La société Corhofi fait valoir que :

- la signature du procès-verbal de livraison réception par Visudom prouve la bonne livraison des matériels ; selon l'article 1367 du code civil et la jurisprudence constante, la signature suffit à exprimer le consentement et fait présumer du bon accomplissement des prestations,

- par son arrêt du 30 mai 2022, la cour d'appel de Paris a jugé dans un dossier similaire concernant la société Visudom qu'en signant le procès-verbal, le locataire s'est engagé à la fois sur la réception du matériel et sur sa conformité,

- la société Visudom a attendu le 15 novembre 2018, soit deux mois après la signature du procès-verbal, pour prétendre s'apercevoir de l'absence livraison, précisément le jour où une mise en demeure lui était notifiée,

- la société Visudom a réglé la redevance de septembre 2018 et le loyer d'octobre 2018, prouvant que le contrat avait reçu un commencement d'exécution,

- le matériel livré ne constitue pas des 'machines complexes', de sorte que le procès-verbal de livraison signé sans réserve par la société Visudom est suffisant,

- la comparaison entre le procès-verbal communiqué par la société Corhofi et celui communiqué par la société Visudom montre qu'ils n'ont pas été signés le même jour, ce qui contredit l'argument de signature par anticipation,

- les attestations des propres salariés de la société Visudom et les procès-verbaux de constat établis plusieurs mois après sont sans valeur probante ; dans son arrêt du 30 mai 2022, la cour d'appel de Paris avait dans l'affaire similaire rejeté le caractère probant du constat d'huissier tardif,

- dans le cadre d'une location financière, il est courant qu'une clause prévoit le transfert au locataire des droits et actions du bailleur à l'égard du fournisseur, en contrepartie de quoi le locataire renonce à tout recours contre le bailleur ; la jurisprudence a jugé parfaitement valables ces clauses de renonciation ; en présence d'une telle clause, le locataire ne peut ni suspendre le paiement des loyers de sa propre initiative, ni exercer de recours contre le bailleur,

- les articles 1 et 9 des conditions générales stipulent clairement que la société Visudom a librement choisi le matériel sous sa seule responsabilité et dispose d'un mandat exprès pour faire valoir ses droits contre le fournisseur ; la société Visudom a renoncé à tout recours contre la société Corhofi 'pour quelque cause que ce soit', ce qui inclut l'absence de livraison,

- la clause de non-recours ne crée aucun déséquilibre significatif car l'absence de recours contre le bailleur trouve sa contrepartie dans la substitution du locataire pour agir contre le fournisseur ; d'autre part, les dispositions des articles 1719 et suivants du code civil ne sont pas d'ordre public,

- les dispositions du code de la consommation sur les clauses abusives ne sont pas applicables car le contrat a été souscrit par Visudom dans le cadre de ses activités professionnelles,

- l'article L.442-6-1 2° du code de commerce n'est pas applicable car les sociétés Corhofi et Visudom n'entretenaient aucune relation d'affaire préalable et le contrat constitue une opération ponctuelle,

- la société Visudom est donc irrecevable en toutes ses demandes, fins et prétentions formulées à l'encontre de la concluante.

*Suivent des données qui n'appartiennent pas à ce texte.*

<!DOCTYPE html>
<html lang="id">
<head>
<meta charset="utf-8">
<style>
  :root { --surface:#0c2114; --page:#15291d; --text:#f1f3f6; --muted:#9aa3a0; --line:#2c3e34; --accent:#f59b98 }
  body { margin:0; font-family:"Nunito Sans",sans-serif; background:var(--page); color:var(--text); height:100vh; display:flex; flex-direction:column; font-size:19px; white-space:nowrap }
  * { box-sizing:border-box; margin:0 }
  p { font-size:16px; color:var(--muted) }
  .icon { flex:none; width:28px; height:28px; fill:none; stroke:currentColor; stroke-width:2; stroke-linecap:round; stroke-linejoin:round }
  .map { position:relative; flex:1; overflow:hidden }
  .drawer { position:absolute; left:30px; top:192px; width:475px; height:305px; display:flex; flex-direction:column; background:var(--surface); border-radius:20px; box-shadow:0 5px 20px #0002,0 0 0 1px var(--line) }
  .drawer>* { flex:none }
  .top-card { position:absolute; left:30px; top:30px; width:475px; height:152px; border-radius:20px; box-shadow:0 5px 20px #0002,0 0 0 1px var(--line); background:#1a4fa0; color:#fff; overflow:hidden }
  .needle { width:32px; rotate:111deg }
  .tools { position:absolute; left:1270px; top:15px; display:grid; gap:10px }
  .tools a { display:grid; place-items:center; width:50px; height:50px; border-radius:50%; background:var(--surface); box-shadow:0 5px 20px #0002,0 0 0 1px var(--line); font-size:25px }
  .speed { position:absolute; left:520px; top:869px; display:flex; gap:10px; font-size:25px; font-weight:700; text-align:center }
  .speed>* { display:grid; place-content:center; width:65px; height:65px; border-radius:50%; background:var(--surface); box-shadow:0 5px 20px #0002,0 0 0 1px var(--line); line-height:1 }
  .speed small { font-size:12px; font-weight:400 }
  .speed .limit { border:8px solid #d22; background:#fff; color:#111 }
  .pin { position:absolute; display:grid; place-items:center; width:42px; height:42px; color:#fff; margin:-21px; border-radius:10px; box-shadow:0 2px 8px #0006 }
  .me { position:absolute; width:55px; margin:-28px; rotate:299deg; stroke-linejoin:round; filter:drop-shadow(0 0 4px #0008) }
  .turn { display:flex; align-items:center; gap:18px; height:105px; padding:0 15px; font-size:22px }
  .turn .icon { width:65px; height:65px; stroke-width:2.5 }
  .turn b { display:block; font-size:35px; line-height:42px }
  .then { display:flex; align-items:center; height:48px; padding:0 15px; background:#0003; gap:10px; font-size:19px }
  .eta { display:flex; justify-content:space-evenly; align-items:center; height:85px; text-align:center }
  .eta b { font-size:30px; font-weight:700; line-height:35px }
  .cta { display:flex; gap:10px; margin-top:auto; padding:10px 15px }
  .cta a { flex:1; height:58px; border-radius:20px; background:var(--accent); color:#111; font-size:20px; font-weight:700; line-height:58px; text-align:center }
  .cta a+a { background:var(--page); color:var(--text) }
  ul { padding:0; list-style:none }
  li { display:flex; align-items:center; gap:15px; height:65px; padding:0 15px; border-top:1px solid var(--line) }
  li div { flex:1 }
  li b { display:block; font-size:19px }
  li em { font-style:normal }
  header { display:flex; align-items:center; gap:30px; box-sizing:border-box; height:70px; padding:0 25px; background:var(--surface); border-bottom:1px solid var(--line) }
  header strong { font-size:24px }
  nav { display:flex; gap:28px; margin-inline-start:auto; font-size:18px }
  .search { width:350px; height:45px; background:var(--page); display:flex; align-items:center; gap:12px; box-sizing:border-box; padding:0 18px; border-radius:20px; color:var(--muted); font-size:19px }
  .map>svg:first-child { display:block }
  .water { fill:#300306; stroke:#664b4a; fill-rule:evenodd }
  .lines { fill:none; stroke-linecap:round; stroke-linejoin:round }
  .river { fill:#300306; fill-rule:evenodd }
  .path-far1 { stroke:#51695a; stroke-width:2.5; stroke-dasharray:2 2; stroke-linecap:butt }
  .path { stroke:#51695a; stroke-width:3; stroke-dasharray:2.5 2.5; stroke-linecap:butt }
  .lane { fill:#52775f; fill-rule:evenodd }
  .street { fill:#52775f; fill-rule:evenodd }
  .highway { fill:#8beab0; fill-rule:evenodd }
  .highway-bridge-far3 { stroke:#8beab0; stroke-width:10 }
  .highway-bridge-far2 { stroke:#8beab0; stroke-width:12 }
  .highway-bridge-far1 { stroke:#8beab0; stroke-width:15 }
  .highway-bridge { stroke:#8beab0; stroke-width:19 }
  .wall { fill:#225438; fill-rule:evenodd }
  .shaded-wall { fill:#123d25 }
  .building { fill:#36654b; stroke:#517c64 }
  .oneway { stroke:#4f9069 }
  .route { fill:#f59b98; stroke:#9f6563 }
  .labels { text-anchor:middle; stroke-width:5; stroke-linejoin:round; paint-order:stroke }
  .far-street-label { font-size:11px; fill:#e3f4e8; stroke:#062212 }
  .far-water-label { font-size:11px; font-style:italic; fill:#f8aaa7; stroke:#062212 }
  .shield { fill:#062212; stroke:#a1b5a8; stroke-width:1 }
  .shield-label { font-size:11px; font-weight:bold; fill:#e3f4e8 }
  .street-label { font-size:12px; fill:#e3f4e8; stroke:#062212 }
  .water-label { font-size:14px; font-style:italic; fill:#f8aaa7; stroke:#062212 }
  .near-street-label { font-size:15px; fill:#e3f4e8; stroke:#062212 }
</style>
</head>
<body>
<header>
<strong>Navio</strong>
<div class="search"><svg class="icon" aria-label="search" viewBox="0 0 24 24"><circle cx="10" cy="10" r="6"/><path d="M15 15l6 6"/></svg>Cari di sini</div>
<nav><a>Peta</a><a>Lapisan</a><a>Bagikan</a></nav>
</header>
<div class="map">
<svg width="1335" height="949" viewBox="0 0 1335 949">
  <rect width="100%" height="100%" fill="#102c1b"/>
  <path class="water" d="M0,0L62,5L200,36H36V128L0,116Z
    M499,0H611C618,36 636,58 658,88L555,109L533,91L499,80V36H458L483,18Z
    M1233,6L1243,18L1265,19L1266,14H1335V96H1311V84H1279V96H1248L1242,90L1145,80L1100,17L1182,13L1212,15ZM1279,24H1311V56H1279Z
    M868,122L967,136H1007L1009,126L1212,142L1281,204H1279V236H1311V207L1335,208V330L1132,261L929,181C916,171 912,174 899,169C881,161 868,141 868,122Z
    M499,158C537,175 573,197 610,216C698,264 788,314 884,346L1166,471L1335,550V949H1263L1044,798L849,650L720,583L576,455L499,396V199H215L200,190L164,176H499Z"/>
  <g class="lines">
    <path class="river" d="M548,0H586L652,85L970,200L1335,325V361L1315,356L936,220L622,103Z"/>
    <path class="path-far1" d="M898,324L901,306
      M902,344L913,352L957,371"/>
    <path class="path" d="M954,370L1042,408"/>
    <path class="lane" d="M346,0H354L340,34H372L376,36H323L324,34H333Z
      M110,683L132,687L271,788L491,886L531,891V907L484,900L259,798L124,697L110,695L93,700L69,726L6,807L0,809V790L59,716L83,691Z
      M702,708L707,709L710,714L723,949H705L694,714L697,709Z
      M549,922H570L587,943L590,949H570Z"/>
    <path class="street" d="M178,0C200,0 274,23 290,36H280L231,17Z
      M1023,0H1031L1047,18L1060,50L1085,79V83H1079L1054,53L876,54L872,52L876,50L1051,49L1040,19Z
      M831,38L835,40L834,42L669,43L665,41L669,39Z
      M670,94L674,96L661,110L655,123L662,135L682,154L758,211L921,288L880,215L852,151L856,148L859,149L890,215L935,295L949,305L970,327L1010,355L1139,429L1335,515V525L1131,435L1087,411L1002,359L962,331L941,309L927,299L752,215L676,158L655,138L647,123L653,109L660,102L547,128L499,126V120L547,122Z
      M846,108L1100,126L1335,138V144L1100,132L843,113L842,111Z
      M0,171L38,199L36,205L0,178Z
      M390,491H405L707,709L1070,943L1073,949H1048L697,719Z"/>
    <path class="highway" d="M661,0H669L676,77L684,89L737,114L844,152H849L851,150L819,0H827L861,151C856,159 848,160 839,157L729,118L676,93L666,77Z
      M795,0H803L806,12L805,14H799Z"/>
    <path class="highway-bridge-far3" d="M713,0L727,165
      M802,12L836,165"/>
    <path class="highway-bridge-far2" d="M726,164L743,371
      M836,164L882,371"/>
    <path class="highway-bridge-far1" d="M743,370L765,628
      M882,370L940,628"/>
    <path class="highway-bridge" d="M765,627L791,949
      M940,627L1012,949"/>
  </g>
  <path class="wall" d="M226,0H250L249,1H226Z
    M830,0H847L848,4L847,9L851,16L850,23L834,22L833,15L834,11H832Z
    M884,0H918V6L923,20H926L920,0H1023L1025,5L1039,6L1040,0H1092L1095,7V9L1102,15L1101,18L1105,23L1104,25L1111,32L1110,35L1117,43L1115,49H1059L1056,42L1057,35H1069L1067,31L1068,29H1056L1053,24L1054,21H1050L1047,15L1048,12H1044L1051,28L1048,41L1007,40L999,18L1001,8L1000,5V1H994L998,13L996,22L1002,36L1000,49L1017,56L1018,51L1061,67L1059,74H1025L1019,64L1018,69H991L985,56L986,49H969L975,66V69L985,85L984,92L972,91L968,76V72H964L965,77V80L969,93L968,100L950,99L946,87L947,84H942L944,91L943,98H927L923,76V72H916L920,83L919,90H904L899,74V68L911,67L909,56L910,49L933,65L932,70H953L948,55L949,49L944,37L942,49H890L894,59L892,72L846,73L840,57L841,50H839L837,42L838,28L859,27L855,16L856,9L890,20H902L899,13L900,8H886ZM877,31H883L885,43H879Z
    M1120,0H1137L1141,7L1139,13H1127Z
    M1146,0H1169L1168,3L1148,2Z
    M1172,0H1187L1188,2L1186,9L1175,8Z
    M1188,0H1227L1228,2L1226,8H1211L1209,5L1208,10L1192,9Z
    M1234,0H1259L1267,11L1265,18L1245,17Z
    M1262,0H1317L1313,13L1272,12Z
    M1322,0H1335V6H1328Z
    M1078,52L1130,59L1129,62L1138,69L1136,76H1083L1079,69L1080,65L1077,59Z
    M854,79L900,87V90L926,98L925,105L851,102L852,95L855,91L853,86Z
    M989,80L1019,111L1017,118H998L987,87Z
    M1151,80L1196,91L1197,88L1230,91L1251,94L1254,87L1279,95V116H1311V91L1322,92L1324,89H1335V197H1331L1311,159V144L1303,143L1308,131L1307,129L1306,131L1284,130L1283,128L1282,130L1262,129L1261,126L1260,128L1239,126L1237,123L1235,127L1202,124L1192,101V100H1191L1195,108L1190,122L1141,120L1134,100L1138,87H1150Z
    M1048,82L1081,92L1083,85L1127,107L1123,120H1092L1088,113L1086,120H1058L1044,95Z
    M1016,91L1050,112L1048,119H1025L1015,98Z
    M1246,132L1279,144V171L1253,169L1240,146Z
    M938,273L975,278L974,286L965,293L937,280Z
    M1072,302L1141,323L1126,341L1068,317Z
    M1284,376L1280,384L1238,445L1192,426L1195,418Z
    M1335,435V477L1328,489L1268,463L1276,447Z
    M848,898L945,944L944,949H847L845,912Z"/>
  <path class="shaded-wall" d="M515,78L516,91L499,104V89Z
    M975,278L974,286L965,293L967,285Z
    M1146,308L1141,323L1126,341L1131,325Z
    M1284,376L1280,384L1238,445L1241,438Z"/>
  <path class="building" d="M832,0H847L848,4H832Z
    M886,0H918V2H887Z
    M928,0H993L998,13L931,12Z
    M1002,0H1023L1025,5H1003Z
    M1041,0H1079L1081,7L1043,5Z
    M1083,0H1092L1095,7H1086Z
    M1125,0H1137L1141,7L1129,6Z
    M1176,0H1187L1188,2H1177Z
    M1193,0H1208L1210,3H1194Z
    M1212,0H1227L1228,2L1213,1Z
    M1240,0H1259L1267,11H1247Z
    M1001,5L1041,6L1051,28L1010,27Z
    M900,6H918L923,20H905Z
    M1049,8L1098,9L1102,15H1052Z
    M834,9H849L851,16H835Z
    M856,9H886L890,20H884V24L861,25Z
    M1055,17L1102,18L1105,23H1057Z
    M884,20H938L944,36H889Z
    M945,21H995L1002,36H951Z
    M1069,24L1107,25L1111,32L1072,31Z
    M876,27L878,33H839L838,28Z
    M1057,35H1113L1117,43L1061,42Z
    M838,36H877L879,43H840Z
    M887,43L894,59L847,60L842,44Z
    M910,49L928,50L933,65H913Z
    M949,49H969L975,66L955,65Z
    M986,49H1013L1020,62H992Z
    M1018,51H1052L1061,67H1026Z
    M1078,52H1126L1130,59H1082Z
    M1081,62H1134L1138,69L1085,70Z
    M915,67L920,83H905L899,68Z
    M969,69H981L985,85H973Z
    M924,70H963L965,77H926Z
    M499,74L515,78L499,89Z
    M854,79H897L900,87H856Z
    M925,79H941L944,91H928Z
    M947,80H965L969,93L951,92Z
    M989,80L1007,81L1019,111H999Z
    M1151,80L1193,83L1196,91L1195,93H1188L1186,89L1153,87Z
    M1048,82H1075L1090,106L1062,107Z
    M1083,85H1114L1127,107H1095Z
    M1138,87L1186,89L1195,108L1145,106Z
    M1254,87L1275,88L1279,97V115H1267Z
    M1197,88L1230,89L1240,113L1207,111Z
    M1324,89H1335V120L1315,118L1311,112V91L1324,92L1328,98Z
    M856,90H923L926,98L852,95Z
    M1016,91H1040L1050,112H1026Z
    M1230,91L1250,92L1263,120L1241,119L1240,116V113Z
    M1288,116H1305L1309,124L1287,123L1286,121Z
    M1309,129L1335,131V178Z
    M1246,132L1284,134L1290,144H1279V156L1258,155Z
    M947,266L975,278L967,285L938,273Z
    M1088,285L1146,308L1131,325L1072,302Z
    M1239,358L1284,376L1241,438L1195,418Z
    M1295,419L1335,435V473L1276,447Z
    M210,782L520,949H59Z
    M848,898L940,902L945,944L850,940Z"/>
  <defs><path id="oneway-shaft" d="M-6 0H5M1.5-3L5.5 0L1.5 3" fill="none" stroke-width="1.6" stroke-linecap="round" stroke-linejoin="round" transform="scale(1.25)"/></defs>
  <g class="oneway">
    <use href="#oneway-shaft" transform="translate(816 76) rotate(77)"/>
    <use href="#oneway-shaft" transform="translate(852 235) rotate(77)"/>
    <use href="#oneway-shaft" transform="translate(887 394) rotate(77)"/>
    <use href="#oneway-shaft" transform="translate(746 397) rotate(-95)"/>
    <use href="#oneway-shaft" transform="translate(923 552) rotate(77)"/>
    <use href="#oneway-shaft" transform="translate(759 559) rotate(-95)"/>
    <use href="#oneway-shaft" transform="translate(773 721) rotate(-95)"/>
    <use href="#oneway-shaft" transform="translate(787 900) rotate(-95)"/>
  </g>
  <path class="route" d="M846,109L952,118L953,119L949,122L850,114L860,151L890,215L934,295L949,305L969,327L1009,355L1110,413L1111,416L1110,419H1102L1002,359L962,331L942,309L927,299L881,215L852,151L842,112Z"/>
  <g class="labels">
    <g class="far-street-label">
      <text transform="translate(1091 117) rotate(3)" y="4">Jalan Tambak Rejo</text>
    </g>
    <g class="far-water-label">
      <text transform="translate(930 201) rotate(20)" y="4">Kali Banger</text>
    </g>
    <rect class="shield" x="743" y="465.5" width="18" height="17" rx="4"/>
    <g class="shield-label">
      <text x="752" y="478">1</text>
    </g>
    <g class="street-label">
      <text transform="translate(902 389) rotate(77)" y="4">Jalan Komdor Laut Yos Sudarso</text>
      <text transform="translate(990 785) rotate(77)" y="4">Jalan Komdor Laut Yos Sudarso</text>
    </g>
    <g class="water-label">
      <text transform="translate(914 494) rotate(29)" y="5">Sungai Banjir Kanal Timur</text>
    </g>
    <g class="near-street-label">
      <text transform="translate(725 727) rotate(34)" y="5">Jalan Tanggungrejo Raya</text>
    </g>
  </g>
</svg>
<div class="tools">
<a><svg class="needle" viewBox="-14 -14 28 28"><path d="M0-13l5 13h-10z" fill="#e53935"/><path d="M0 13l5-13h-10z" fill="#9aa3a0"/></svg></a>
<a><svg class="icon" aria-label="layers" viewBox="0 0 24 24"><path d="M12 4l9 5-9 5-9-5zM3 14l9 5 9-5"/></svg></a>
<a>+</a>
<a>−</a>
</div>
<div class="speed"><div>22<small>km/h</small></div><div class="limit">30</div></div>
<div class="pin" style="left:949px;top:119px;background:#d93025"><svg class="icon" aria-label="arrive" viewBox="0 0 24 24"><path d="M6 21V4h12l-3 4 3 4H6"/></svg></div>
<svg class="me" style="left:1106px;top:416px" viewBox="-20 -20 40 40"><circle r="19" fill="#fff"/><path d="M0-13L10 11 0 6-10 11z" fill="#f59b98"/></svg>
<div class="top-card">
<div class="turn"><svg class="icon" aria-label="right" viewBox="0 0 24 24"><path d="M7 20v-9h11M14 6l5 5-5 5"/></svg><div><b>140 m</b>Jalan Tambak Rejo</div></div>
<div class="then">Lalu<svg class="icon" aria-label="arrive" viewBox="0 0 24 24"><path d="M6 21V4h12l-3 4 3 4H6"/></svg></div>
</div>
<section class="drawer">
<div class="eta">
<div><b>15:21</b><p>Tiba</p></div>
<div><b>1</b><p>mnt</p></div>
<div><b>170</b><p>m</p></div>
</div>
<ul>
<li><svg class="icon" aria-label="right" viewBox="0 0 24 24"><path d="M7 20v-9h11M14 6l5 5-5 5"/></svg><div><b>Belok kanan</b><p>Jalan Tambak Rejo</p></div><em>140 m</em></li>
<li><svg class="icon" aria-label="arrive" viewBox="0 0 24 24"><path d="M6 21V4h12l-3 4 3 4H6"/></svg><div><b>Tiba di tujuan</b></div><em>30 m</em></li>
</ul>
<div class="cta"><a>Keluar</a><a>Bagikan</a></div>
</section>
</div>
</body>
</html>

La société Visudom réplique que :

- la livraison du matériel dont la société Digitab se prévaut n'a jamais eu lieu,

- la société Digitab fonde son appel essentiellement sur la production d'un bon de livraison signé par la société Visudom, qu'elle considère comme preuve suffisante de la livraison ; il a en réalité été signé initialement sans mention de date dans le cadre d'une liasse de documents pré-rédigés ; la société Digitab lui a fait signer ce document dans la seule perspective d'obtenir la mise en place du financement par la société Corhofi,

- il est matériellement impossible que le contrat ait été accepté, commandé auprès du fournisseur et livré le même jour,

- plusieurs procès-verbaux de constat d'huissier démontrent l'absence totale du matériel dans les locaux de la société Visudom ; des témoignages confirment l'absence de livraison,

- la sommation interpellative du 5 novembre 2020 qu'elle a adressée à la société Digitab demandant de produire la facture d'achat des matériels et d'autres documents est restée sans réponse ; il convient d'enjoindre à la société Digitab de produire ces documents en application des articles 9, 132, 138 à 142 du code de procédure civile,

- la clause de non-recours invoquée par la société Corhofi est abusive car elle crée un déséquilibre significatif dans les droits et obligations des parties, en application de l'article L.442-6-I 2° du code de commerce ; le contrat de location est prérédigé et limite la liberté contractuelle, contraignant à adhérer sans possibilité de négocier les clauses ; l'article 9 du contrat qui transfère la responsabilité du bailleur sur le locataire via un mandat est léonin car les intérêts des parties sont antagonistes,

- la clause de non-recours est inapplicable car elle vise le caractère impropre de la marchandise et non l'absence totale de livraison,

- en tant que spécialiste de la location, la société Corhofi doit s'assurer de la bonne livraison de la marchandise.

Sur ce,

L'article 1217 du code civil énonce que 'La partie envers laquelle l'engagement n'a pas été exécuté, ou l'a été imparfaitement, peut :

- refuser d'exécuter ou suspendre l'exécution de sa propre obligation ;

- poursuivre l'exécution forcée en nature de l'obligation ;

- obtenir une réduction du prix ;

- provoquer la résolution du contrat ;

- demander réparation des conséquences de l'inexécution.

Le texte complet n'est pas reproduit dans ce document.